[COLLECTED DATA]:
______

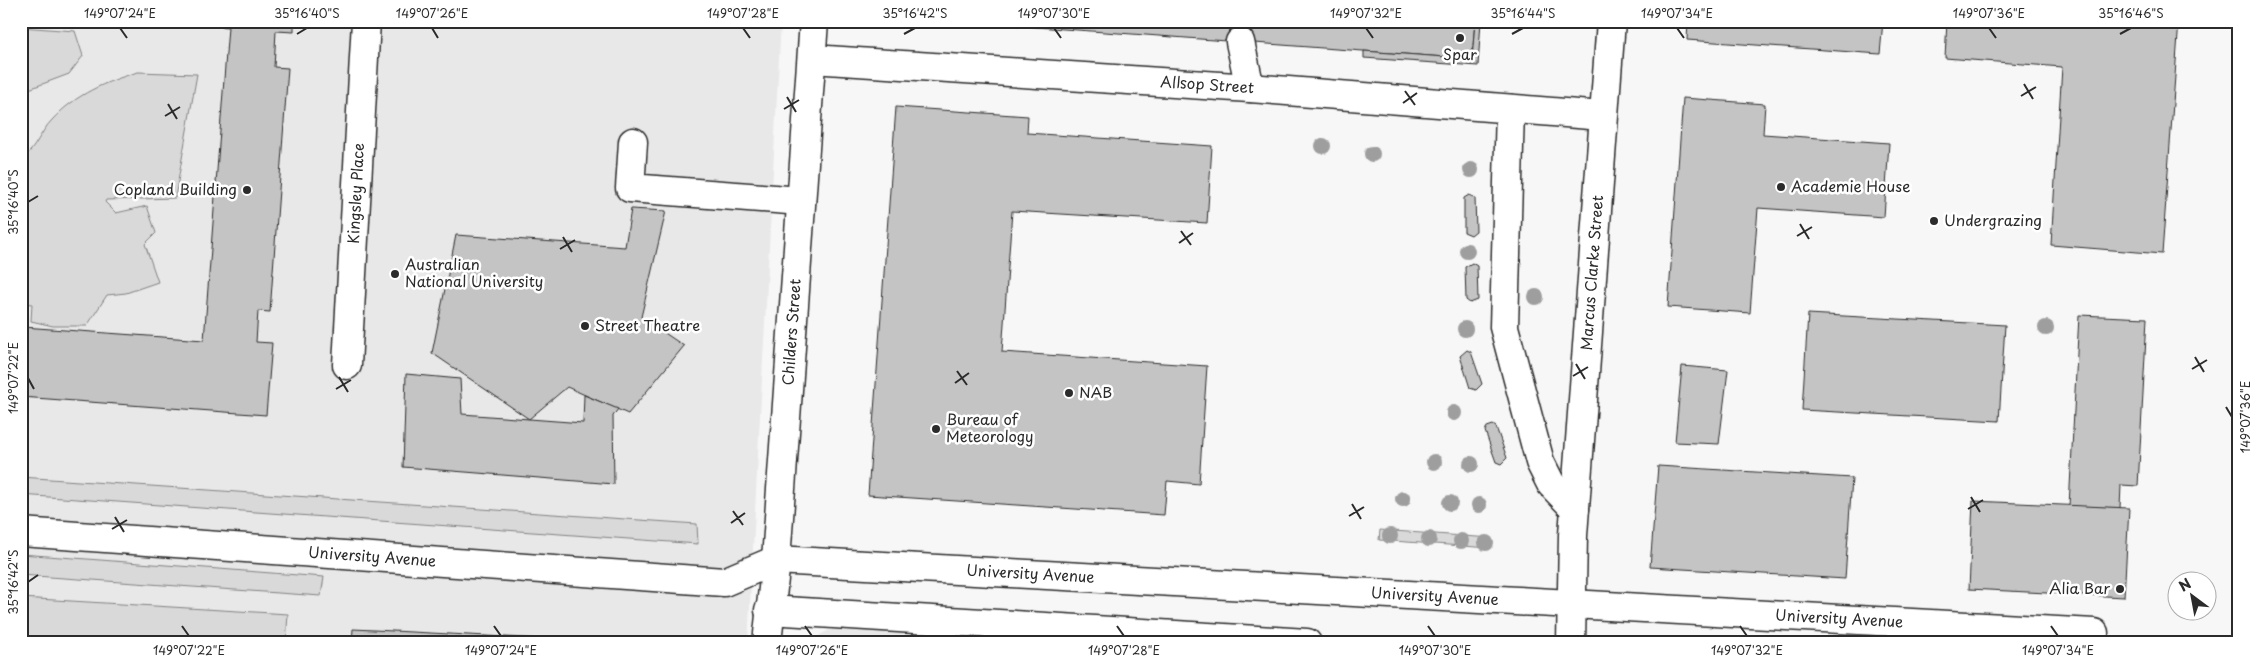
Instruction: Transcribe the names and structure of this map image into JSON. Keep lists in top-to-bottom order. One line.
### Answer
{"streets":{"street":["Allsop Street","Kingsley Place","Marcus Clarke Street","Childers Street","University Avenue"]},"crossings":[["Allsop Street","Marcus Clarke Street"],["Allsop Street","Childers Street"],["Marcus Clarke Street","University Avenue"],["Childers Street","University Avenue"]],"places":["Spar","Academie House","Copland Building","Undergrazing","Australian National University","Street Theatre","NAB","Bureau of Meteorology","Alia Bar"],"north":"top left","coordinates":["149°07'24\"E","35°16'40\"S","149°07'26\"E","149°07'28\"E","35°16'42\"S","149°07'30\"E","149°07'32\"E","35°16'44\"S","149°07'34\"E","149°07'36\"E","35°16'46\"S","149°07'22\"E"]}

______

[AIM OF THE TASK]: Transcribe each line above verbatim, with the pictures left out.

[REPLY]:
Instruction: Transcribe the names and structure of this map image into JSON. Keep lists in top-to-bottom order. One line.
### Answer
{"streets":{"street":["Allsop Street","Kingsley Place","Marcus Clarke Street","Childers Street","University Avenue"]},"crossings":[["Allsop Street","Marcus Clarke Street"],["Allsop Street","Childers Street"],["Marcus Clarke Street","University Avenue"],["Childers Street","University Avenue"]],"places":["Spar","Academie House","Copland Building","Undergrazing","Australian National University","Street Theatre","NAB","Bureau of Meteorology","Alia Bar"],"north":"top left","coordinates":["149°07'24\"E","35°16'40\"S","149°07'26\"E","149°07'28\"E","35°16'42\"S","149°07'30\"E","149°07'32\"E","35°16'44\"S","149°07'34\"E","149°07'36\"E","35°16'46\"S","149°07'22\"E"]}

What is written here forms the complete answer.